Reaching Out With Compassion

The things we are passionate about are the things we love most, the people or pursuits which inspire us, capture our attention, get us out of bed in the morning long before everyone else, or keep us up late into the night. Our obsession with what we’re passionate about, the flip side of passion, can also become our suffering.

The word compassion means ‘to suffer with’. When we see people suffering or in pain, whether physical, mental, emotional, or spiritual; our humanity compels us to ease their suffering and relieve their pain in whatever way we can. What we mustn’t lose sight of, however, is that we can never know another’s experience or destiny; nor can we do for them that which is their ‘job’ to do. We can only ever walk beside them and offer our support.
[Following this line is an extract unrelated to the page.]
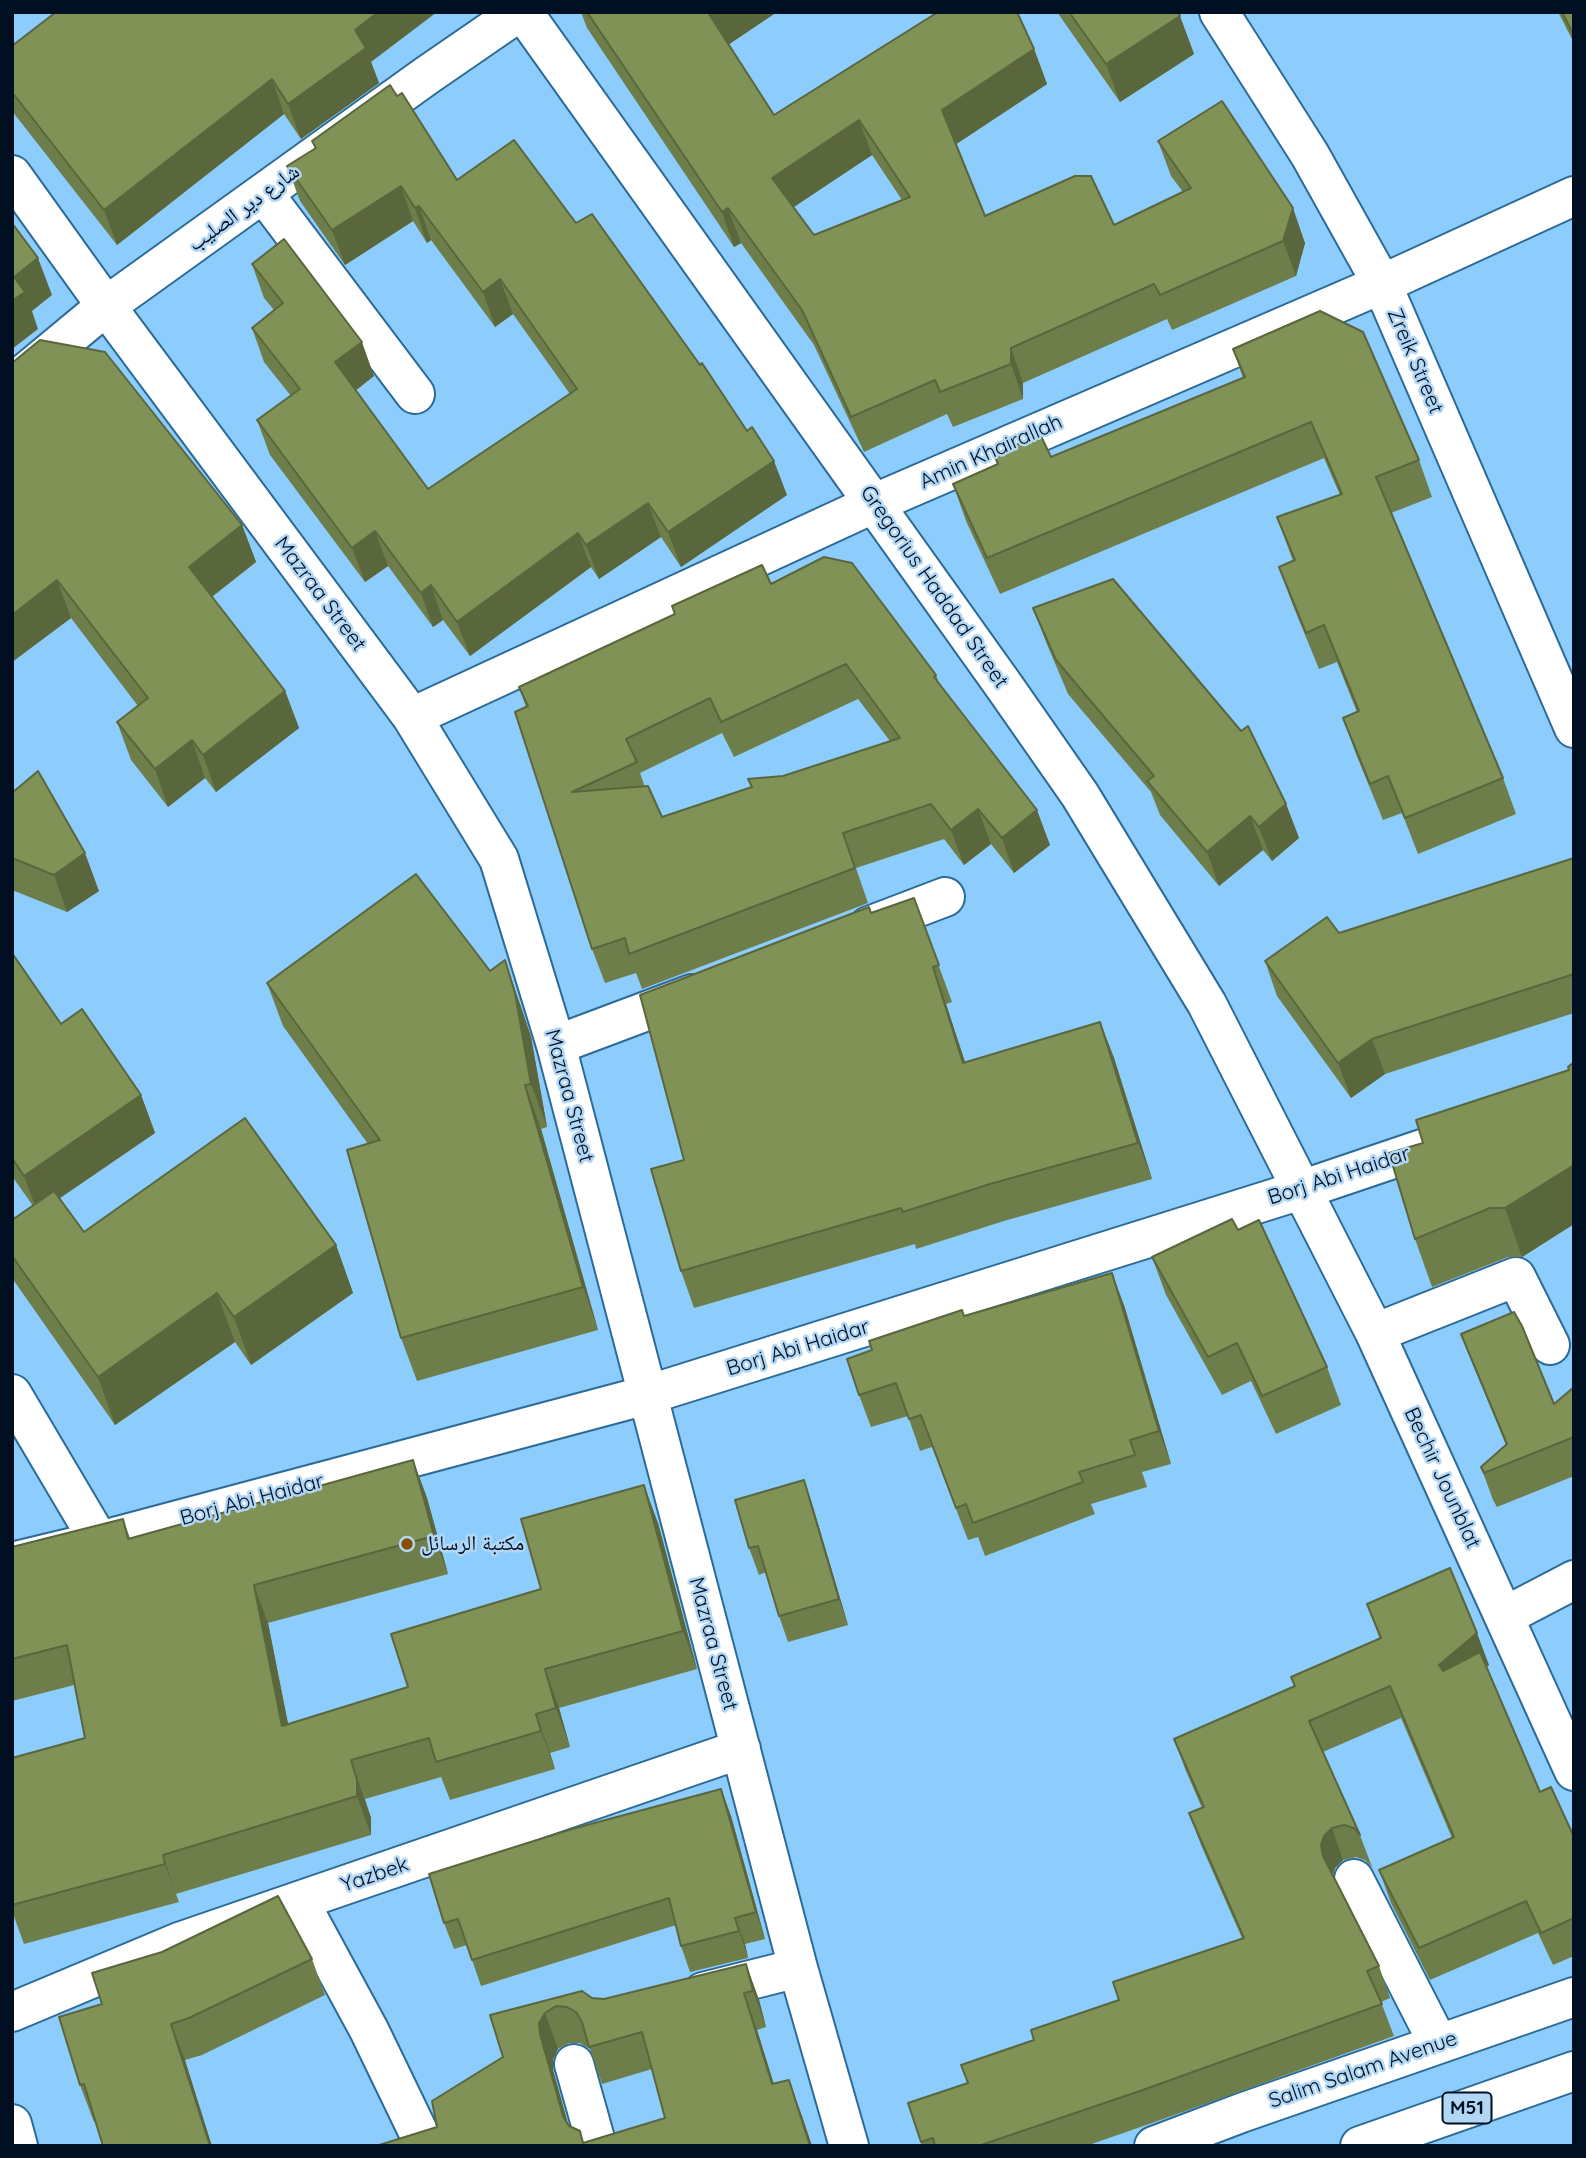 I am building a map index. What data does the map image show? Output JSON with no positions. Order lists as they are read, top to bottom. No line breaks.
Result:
{"streets":{"main road":["شارع دير الصليب","Zreik Street","Amin Khairallah","Gregorius Haddad Street","Mazraa Street","Borj Abi Haidar","Bechir Jounblat","Yazbek","Salim Salam Avenue","M51"]},"crossings":[["شارع دير الصليب","Gregorius Haddad Street"],["شارع دير الصليب","Mazraa Street"],["Zreik Street","Amin Khairallah"],["Amin Khairallah","Gregorius Haddad Street"],["Amin Khairallah","Mazraa Street"],["Gregorius Haddad Street","Borj Abi Haidar"],["Gregorius Haddad Street","Bechir Jounblat"],["Mazraa Street","Borj Abi Haidar"],["Mazraa Street","Yazbek"],["Borj Abi Haidar","Bechir Jounblat"]],"places":["مكتبة الرسائل"]}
Reaching out is the first step to healing – and while we may be the first to volunteer assistance to another – unless it is either sought or accepted, it cannot willingly be received. For we are all beings with free will and before any intervention can be useful, permission must first be given.
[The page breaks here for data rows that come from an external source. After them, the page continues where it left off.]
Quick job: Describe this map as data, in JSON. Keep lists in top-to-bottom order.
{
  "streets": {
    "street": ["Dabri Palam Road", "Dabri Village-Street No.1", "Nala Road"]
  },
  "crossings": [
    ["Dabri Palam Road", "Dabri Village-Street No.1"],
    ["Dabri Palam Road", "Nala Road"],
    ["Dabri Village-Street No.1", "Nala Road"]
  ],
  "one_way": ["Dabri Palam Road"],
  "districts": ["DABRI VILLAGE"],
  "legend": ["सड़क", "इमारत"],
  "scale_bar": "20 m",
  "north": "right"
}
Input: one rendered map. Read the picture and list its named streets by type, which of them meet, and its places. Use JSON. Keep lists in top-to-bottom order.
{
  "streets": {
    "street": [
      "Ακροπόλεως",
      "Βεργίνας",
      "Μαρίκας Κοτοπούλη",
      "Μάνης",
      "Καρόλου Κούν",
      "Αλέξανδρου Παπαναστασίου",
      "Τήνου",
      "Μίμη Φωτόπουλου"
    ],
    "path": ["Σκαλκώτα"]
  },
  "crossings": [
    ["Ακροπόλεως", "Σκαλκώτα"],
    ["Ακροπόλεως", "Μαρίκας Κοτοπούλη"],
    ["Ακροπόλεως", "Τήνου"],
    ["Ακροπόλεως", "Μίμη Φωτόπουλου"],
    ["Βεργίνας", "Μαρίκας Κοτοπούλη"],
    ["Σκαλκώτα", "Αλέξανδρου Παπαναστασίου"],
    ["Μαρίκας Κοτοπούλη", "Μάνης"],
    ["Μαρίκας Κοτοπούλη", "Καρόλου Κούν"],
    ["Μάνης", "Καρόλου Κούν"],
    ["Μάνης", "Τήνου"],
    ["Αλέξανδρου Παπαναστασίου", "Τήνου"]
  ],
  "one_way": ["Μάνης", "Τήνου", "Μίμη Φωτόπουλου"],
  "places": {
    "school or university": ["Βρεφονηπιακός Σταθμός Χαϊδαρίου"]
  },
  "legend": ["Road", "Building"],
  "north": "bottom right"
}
Healing is love expressed through thoughts, words, prayers, and deeds. To assist others when they are in need, while not depriving them of their autonomy or dignity, is the challenge we face, and one way we demonstrate respect at a time when people may be feeling powerless and as if life as they know it has been irrevocably changed. When coming through such difficult times, we want neither to create victims or villains, victors or vanquished, but rather people who share a universal commitment, and are empowered to work together for a brighter future.

We are all students and teachers, and we all have something to offer about learning how to do things differently, which we can only ever know is even necessary as a result of our previous experience/s. These principles apply equally to solving the problems which confront untold numbers of the world’s people, as they do to the individual, who; having recognised the impact of what they have been doing up until now, decide to reinvent themselves and their way of being and relating. For all of life is about relationship, and it extends outward from our relationship with ourselves to the relationship we have with others and our world.

When we ‘suffer with’ we validate another’s experience or feelings without judgement. We acknowledge their pain and feelings of loss or desperation but we do not take it on for ourselves.

Our job is to be the raft that leads to the far shore, to shine the light for another to remind them they are not alone, that we will get through this together one day at a time, and to be enlightened ourselves by the inspiration that all human beings are capable of when they refuse to let their spirits be broken.

When we remember the saying ‘There but for the grace of God go I.’, we accept that if we are spared tragedy, then our job is to help ease it; that what we learn from tragedy, and who we become as a result, is the gift we have to pass on to others. In this way, nothing is wasted, and there is no pain without gain.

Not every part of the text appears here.